EXERCISE DETAILS
Only lines with the string "interpolation" are wanted. Pull them out of the data.

(Dataset entries)
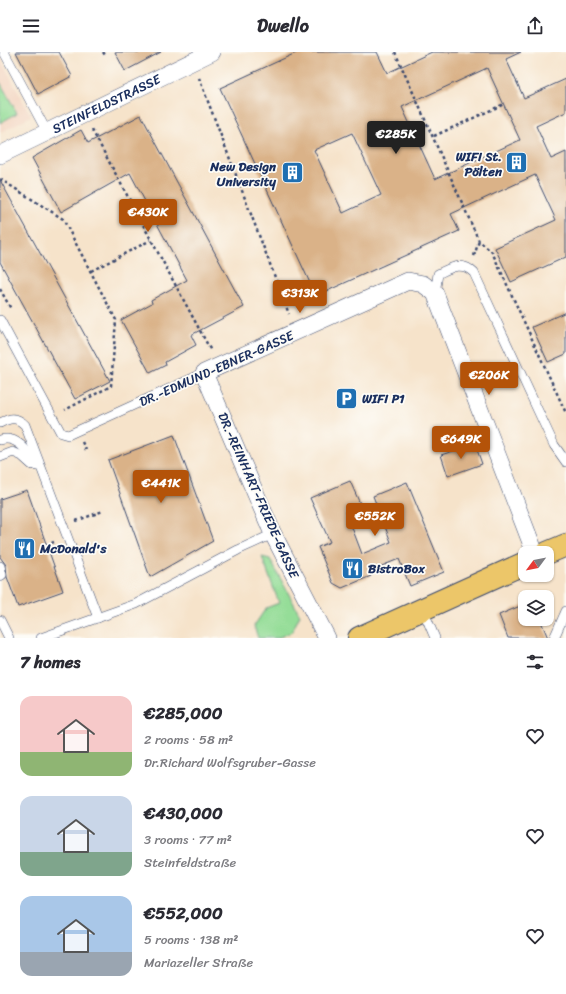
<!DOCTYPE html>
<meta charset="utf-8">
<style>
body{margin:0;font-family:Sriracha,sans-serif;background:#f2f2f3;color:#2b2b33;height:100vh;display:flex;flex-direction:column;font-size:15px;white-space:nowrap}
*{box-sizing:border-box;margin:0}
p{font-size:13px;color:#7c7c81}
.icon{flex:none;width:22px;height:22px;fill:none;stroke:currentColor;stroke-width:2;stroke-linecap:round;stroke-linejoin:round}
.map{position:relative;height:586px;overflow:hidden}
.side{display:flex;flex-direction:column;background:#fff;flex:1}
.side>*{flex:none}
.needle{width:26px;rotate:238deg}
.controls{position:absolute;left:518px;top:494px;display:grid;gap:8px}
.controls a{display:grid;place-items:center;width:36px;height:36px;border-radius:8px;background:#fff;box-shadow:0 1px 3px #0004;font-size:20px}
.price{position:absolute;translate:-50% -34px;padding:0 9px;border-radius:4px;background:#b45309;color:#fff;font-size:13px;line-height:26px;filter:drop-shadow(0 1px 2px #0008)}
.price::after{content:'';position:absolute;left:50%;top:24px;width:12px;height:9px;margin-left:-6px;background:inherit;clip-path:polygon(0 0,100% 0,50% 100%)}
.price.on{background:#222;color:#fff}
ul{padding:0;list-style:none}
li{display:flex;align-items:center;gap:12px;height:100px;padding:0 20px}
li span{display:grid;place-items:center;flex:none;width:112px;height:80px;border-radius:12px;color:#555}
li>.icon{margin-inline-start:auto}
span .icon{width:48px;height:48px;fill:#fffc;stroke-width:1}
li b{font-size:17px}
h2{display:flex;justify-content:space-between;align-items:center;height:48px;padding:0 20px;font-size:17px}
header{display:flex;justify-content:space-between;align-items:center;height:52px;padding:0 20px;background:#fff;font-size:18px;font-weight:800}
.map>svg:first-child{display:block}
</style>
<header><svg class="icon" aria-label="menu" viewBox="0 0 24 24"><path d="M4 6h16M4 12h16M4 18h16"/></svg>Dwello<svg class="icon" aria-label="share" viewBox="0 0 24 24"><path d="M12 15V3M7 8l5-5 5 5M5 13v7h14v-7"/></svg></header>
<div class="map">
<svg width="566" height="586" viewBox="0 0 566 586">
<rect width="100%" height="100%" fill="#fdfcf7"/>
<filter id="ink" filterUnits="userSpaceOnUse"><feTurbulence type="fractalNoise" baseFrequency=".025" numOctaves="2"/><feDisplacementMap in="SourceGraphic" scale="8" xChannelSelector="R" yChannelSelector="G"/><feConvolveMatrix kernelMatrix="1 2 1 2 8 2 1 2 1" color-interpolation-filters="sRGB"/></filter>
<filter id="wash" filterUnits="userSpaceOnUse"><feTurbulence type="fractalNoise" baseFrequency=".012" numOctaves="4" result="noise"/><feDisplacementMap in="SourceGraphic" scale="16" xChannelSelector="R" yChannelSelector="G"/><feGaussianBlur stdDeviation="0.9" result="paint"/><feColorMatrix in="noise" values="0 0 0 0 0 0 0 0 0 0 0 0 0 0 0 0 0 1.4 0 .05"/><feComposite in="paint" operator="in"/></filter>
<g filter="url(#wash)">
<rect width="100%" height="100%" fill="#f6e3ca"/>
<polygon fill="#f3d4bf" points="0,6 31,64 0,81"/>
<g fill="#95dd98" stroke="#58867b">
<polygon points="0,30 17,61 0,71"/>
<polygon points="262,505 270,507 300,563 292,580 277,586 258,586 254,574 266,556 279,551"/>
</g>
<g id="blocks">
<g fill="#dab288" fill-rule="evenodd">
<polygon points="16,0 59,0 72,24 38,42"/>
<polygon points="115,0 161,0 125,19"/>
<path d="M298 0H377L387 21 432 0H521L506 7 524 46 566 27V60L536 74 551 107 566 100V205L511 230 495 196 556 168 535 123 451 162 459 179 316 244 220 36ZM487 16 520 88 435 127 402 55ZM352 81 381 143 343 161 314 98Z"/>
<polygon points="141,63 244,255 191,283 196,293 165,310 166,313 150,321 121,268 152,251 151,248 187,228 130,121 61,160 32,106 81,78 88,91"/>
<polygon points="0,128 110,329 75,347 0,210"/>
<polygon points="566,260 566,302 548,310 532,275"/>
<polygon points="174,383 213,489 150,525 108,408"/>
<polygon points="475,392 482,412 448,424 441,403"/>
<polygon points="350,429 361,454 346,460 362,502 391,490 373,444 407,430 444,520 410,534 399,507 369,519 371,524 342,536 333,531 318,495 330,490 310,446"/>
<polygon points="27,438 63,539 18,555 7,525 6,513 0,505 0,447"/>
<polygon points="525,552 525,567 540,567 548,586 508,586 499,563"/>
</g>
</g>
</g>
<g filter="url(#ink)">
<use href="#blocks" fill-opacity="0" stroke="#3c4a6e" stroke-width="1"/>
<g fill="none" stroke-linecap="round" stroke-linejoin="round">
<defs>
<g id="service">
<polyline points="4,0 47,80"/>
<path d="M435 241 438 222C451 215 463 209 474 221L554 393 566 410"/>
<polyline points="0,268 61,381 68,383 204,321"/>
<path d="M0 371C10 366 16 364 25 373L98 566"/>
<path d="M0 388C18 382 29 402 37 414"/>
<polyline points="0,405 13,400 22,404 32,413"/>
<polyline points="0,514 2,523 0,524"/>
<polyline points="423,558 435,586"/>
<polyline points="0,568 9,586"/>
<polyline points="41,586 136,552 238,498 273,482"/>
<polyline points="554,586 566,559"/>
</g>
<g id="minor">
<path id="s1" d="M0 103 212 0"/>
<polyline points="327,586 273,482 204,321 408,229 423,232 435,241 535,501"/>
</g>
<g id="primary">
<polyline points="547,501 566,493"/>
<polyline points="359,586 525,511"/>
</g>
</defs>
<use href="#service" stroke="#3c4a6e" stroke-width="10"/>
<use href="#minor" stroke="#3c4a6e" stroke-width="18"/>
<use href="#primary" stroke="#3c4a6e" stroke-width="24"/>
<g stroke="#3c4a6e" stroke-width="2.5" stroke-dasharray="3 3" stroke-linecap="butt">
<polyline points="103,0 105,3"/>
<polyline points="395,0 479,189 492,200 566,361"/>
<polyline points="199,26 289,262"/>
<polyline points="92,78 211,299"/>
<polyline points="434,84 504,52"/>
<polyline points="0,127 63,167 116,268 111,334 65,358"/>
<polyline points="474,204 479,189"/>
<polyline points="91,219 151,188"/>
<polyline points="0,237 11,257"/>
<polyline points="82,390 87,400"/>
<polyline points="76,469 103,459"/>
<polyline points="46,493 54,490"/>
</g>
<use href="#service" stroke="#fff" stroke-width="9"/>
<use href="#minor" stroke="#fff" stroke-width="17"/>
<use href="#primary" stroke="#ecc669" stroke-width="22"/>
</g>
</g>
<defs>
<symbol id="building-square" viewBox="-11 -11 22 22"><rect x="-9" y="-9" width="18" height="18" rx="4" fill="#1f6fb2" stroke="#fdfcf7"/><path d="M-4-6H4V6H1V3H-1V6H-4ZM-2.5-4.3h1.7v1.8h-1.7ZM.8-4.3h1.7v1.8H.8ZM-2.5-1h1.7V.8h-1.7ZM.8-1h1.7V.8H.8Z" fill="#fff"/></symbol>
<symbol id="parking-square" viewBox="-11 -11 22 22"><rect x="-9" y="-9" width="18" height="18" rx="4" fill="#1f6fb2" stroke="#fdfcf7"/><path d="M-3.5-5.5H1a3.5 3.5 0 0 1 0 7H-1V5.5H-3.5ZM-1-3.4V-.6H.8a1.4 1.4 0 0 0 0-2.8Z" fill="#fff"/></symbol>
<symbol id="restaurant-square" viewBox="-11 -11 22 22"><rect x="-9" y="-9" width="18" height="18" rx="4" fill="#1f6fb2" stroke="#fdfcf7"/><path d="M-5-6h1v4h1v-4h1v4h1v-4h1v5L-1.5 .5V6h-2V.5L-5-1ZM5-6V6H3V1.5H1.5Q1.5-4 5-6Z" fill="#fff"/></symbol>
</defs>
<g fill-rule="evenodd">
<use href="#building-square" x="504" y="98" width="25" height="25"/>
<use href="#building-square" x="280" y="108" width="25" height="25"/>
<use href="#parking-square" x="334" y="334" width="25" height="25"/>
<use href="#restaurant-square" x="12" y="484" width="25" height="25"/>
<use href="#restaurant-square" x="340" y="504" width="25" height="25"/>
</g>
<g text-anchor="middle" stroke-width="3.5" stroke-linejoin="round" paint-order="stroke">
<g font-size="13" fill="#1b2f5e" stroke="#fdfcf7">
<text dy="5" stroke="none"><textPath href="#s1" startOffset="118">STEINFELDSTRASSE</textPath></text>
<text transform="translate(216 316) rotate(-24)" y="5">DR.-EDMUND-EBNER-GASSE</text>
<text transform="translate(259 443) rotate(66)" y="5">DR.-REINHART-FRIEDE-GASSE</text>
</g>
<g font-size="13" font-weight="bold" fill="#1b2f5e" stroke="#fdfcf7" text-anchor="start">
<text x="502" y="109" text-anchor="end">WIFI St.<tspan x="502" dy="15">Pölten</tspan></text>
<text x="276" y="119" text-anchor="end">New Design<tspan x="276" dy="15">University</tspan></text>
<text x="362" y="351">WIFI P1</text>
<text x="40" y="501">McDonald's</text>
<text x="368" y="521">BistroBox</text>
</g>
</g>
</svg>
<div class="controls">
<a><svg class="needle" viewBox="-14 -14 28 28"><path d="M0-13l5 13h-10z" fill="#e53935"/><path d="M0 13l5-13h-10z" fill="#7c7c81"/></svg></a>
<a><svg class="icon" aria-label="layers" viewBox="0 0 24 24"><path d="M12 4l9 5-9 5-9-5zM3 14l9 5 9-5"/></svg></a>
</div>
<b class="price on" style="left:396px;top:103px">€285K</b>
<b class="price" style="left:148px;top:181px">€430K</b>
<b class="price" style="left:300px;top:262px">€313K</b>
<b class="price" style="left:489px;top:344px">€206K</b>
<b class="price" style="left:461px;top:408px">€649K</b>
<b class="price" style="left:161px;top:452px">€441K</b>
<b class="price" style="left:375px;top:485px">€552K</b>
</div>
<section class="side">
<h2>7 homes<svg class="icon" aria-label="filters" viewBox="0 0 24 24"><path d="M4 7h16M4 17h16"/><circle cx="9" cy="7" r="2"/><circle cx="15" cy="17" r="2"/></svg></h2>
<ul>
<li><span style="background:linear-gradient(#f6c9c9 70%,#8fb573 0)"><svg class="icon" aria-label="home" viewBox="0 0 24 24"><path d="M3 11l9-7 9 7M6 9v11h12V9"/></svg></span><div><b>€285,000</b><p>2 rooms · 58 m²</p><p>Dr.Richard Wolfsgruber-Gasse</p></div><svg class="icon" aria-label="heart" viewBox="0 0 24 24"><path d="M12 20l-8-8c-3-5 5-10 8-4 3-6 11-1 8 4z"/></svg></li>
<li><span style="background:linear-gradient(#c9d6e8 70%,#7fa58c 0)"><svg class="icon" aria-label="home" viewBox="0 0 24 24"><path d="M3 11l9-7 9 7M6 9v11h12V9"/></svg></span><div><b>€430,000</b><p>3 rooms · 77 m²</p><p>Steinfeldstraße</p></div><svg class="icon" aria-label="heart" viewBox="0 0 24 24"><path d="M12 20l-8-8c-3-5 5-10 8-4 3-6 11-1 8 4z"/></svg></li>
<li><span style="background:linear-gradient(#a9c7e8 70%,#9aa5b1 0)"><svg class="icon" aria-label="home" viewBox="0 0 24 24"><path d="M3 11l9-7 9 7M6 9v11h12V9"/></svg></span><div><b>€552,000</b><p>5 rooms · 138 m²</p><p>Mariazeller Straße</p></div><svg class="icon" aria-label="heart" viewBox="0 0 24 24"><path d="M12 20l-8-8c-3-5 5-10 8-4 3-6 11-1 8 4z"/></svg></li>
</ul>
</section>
...
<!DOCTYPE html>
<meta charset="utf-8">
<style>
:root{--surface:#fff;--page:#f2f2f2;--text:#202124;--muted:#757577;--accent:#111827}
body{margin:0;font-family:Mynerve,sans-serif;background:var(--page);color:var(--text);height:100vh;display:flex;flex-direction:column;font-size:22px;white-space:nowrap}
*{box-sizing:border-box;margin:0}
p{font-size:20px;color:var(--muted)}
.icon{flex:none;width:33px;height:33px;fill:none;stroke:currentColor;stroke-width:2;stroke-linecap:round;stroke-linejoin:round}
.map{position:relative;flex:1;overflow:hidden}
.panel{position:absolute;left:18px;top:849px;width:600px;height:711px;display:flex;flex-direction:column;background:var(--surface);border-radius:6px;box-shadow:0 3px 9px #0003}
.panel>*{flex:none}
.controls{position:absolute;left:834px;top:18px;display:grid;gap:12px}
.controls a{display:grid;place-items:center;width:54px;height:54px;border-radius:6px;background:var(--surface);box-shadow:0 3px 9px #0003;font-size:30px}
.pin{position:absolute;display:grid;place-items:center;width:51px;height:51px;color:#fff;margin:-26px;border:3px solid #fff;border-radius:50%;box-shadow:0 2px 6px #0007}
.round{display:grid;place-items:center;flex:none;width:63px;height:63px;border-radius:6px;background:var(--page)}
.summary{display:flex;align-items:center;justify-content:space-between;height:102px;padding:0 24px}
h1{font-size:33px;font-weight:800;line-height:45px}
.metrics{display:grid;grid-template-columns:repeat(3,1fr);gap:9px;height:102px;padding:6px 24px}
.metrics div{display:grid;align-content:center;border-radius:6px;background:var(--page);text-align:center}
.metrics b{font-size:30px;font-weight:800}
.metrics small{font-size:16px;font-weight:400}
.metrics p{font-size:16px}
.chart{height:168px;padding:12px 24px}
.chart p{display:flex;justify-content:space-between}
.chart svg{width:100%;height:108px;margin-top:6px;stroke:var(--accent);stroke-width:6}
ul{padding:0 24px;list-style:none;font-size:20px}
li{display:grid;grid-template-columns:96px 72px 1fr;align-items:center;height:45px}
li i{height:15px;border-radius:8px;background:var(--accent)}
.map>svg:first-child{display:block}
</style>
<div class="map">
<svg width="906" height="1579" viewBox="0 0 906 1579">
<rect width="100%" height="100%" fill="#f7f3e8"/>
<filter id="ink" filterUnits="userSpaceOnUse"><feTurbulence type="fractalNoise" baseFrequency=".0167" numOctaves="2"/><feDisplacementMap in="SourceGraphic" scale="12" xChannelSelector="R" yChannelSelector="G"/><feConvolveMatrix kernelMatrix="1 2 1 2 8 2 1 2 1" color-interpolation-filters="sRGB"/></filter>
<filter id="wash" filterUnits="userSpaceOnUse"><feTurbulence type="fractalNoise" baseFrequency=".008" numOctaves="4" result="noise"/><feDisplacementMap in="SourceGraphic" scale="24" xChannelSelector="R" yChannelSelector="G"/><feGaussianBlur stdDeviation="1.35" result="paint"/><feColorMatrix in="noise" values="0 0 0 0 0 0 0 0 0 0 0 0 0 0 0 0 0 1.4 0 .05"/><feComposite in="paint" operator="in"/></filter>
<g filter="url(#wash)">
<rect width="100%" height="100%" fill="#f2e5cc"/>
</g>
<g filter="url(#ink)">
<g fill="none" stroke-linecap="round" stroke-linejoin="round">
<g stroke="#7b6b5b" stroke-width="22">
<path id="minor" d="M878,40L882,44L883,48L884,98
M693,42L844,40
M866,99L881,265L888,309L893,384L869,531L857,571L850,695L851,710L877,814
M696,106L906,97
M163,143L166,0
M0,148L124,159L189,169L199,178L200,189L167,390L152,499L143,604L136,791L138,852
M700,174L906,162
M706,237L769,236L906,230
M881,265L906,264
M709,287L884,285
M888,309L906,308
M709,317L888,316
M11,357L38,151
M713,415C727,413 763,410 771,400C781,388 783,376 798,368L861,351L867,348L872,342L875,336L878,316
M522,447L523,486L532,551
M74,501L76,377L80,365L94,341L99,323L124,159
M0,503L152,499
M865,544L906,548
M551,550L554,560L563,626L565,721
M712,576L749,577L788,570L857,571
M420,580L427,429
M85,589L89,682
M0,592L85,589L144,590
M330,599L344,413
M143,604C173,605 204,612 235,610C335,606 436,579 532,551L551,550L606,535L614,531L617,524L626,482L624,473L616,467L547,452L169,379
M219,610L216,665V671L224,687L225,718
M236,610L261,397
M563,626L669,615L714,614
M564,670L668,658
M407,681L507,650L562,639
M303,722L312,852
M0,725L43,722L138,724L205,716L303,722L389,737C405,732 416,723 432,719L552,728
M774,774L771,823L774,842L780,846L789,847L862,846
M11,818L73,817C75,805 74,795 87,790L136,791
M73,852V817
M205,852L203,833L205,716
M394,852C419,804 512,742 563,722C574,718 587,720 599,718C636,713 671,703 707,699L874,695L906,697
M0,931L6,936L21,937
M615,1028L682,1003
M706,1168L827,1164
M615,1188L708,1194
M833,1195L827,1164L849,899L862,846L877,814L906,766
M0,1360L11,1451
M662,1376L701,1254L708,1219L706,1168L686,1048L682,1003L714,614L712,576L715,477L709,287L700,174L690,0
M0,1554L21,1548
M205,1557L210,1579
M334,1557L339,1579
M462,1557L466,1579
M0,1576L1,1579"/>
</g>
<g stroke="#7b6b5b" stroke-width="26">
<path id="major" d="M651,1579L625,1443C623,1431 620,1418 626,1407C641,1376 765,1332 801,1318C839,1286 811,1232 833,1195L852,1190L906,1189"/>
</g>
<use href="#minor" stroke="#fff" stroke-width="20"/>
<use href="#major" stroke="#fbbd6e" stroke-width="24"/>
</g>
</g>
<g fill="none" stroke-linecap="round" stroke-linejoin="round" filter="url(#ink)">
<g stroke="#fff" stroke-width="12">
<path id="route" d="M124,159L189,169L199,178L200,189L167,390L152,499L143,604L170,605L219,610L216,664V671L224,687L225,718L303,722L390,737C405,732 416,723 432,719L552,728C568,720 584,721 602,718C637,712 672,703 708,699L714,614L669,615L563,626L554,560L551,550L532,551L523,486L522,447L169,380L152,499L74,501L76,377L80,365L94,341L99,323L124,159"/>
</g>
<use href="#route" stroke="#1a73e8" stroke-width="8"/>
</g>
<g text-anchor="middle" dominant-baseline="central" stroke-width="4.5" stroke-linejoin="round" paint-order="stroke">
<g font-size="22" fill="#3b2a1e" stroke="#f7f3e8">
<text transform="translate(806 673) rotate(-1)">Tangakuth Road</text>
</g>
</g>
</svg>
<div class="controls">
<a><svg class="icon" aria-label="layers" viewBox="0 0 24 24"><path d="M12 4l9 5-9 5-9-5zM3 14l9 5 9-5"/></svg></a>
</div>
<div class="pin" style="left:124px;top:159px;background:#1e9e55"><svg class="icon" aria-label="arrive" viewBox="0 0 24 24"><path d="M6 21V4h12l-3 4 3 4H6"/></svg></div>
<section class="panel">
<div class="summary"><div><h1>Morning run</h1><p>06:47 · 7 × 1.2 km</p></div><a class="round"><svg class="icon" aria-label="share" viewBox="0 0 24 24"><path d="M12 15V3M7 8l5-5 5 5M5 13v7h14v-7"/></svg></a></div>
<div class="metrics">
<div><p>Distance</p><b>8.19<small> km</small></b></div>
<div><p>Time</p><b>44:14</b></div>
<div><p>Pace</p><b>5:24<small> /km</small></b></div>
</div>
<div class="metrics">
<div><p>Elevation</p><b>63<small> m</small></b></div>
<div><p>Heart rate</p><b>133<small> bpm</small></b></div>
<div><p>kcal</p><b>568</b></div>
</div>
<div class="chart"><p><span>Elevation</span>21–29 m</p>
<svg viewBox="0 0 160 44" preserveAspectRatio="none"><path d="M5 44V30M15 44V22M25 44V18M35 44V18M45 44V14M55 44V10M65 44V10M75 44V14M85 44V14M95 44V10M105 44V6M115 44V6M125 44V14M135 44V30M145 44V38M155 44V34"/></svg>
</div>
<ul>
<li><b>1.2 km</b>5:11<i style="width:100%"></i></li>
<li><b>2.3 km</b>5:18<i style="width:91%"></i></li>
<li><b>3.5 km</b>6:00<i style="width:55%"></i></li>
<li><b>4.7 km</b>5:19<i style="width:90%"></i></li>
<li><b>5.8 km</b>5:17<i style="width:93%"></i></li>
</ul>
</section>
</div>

TASK SOLUTION
<filter id="ink" filterUnits="userSpaceOnUse"><feTurbulence type="fractalNoise" baseFrequency=".025" numOctaves="2"/><feDisplacementMap in="SourceGraphic" scale="8" xChannelSelector="R" yChannelSelector="G"/><feConvolveMatrix kernelMatrix="1 2 1 2 8 2 1 2 1" color-interpolation-filters="sRGB"/></filter>
<filter id="ink" filterUnits="userSpaceOnUse"><feTurbulence type="fractalNoise" baseFrequency=".0167" numOctaves="2"/><feDisplacementMap in="SourceGraphic" scale="12" xChannelSelector="R" yChannelSelector="G"/><feConvolveMatrix kernelMatrix="1 2 1 2 8 2 1 2 1" color-interpolation-filters="sRGB"/></filter>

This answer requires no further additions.